Jadi, misalkan saudara memiliki gelar, bersyukurlah atas takdir Allah yang baik itu. Tapi tidak usah merasa mulia dengan gelar, sehingga jika tidak disebut saudara menjadi tersinggung atau terhina. Karena kemuliaan tidak diukur oleh gelar, tapi dengan ketakwaan.

Kalau penyebutan gelar hanya membuat hati menjadi kotor, lebih baik tidak usah disebutkan. Kecuali jika tempatnya mengharuskan, sebutlah yang proporsional saja. Seperti ketika berada dalam sebuah forum. Kalau ditanyakan tentang pendidikan kita, cukup dijawab misalnya,”Saya S-3.” Tidak usah ditambah lagi kalimatnya dengan, “Anda belum tahu ya? “Tidak perlu! Karena gelar hanyalah topeng dunia.

Atau, gelarnya mungkin tidak disebut, tapi bangganya lewat kata-kata. Misalkan menjelang lebaran ditelepon teman dari kampung, “Kang, lebaran ini pulang?” Lalu dijawab, “You pikir dong.” Kata temannya, “Saya Cecep bukan Yuyuk.” ketika bertemu lebaran dikatakan lagi,”You paham?
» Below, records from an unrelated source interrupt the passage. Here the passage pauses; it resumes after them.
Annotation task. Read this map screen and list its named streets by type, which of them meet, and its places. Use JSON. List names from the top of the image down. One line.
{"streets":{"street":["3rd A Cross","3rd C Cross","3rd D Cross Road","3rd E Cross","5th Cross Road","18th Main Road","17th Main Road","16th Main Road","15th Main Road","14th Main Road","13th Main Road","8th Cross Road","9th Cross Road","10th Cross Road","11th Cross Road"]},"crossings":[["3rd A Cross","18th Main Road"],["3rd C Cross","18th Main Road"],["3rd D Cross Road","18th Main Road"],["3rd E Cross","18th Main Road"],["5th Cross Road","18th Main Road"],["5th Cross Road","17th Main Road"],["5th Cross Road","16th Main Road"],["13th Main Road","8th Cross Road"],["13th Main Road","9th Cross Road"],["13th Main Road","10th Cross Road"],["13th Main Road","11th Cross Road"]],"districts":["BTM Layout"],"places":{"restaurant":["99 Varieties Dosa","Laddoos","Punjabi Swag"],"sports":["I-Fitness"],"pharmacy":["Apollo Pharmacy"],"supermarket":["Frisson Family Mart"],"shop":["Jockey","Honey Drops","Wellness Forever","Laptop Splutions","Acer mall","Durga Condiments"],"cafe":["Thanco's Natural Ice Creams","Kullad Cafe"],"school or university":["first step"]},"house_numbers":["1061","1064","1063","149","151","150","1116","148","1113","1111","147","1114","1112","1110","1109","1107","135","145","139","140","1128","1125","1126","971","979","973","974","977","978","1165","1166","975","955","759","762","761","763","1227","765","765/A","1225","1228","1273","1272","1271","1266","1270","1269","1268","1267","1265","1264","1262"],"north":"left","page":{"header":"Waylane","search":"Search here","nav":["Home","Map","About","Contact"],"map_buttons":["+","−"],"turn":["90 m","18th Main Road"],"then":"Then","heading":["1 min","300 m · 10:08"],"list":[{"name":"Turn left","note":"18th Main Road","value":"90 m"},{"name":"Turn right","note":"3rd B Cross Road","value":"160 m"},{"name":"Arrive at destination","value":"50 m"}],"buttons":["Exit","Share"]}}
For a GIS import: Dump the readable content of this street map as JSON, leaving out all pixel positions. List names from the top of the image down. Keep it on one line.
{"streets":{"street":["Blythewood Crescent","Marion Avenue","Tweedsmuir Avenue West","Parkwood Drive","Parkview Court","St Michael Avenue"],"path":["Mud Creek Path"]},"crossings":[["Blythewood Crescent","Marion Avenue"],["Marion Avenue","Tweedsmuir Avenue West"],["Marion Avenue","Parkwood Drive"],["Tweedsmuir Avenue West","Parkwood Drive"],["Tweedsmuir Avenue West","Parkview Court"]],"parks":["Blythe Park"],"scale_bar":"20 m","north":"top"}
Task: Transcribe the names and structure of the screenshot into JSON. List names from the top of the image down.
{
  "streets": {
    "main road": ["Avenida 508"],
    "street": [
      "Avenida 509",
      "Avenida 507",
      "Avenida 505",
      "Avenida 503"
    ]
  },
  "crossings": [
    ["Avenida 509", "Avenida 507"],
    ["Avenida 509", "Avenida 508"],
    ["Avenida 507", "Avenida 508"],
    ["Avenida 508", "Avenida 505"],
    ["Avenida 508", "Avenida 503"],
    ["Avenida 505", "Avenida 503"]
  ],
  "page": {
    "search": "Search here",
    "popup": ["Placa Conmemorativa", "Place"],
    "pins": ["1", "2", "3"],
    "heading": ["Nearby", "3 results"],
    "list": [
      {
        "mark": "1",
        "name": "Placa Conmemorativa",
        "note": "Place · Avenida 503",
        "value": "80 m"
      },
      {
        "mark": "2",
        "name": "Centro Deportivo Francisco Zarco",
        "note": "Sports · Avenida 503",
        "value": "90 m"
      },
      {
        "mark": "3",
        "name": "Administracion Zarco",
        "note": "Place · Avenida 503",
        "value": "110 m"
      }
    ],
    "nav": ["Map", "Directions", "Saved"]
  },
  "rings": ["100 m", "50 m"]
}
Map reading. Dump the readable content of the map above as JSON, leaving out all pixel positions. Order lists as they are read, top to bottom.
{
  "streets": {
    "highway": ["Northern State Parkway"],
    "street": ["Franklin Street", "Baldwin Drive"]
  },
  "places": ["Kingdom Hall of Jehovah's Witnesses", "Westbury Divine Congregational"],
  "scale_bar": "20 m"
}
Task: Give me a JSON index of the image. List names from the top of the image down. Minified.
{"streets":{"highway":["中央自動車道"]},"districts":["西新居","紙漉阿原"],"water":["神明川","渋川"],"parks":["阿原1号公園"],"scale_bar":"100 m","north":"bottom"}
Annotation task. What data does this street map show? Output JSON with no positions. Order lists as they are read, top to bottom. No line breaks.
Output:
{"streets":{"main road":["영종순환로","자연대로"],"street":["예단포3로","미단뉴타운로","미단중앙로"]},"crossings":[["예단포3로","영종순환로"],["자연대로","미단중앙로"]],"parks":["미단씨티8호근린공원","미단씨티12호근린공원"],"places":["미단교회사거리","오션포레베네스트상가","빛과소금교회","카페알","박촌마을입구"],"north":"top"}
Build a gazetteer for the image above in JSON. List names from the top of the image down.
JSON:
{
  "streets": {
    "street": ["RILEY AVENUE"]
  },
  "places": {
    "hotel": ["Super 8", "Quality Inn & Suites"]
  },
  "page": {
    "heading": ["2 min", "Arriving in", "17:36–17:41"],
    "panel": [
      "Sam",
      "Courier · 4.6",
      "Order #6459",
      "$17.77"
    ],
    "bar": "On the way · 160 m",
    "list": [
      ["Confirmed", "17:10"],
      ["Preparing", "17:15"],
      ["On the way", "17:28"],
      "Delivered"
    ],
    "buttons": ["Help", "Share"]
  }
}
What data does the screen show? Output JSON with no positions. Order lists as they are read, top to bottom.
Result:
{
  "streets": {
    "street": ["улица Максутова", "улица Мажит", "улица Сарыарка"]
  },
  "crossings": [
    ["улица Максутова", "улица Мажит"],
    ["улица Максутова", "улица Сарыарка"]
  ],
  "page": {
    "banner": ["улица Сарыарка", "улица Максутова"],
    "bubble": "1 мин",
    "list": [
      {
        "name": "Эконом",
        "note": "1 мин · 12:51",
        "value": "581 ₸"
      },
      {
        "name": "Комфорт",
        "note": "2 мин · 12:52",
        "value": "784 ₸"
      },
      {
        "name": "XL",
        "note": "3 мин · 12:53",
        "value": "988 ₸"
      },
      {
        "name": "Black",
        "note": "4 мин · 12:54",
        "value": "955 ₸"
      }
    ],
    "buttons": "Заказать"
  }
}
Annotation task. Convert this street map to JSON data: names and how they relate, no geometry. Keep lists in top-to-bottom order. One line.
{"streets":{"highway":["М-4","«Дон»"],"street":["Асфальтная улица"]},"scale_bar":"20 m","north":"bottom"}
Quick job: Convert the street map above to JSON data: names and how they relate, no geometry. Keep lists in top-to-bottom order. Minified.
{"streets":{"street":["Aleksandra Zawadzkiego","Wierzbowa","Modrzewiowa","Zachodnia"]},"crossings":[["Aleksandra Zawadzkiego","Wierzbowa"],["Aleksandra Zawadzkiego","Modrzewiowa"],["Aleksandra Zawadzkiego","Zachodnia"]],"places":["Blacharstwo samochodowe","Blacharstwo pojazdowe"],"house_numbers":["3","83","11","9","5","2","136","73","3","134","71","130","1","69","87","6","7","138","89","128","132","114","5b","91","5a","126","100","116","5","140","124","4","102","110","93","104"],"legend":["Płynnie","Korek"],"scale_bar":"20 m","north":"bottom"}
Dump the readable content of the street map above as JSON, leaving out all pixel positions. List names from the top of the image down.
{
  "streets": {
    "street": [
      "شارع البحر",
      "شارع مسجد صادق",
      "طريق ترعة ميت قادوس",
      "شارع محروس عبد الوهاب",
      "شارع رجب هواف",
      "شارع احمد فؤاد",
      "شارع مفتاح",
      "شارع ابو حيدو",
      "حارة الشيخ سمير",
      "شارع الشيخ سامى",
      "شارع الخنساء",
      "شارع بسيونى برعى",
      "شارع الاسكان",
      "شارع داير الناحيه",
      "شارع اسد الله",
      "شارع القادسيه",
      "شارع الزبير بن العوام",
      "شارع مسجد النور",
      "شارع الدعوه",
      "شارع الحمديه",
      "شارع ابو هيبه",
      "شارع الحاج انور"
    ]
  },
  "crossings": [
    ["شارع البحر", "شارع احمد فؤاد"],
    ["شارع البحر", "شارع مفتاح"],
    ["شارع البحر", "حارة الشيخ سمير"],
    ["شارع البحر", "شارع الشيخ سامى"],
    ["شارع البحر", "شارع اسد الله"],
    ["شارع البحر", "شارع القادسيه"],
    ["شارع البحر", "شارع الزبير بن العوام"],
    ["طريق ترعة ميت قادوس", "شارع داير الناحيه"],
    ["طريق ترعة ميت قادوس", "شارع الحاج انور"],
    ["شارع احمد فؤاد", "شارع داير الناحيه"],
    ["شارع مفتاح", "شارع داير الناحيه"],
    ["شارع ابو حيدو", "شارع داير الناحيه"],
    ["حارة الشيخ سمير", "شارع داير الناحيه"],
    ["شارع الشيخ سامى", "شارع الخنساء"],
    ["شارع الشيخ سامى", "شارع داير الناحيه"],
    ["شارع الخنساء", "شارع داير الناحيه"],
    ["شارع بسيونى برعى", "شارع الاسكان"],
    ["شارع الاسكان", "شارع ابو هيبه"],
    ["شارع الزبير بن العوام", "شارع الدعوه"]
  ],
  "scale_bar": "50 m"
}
Di dalam fluktuasi globalisasi yang tersentralisir dengan status ekonomi yang heterogen.”Temannya langsung bingung.

Nah, saudaraku. Gelar itu tidak salah. S-1, S-2, S-3, atau apa pun. Dikarenakan ilmu sama dengan harta, yakni netra|.Yang tidak netral adalah merasa diri atau kotornya hati dengan gelar yang dipegang. Sehingga bukan berarti tidak boleh kuliah, saudara jangan salah paham.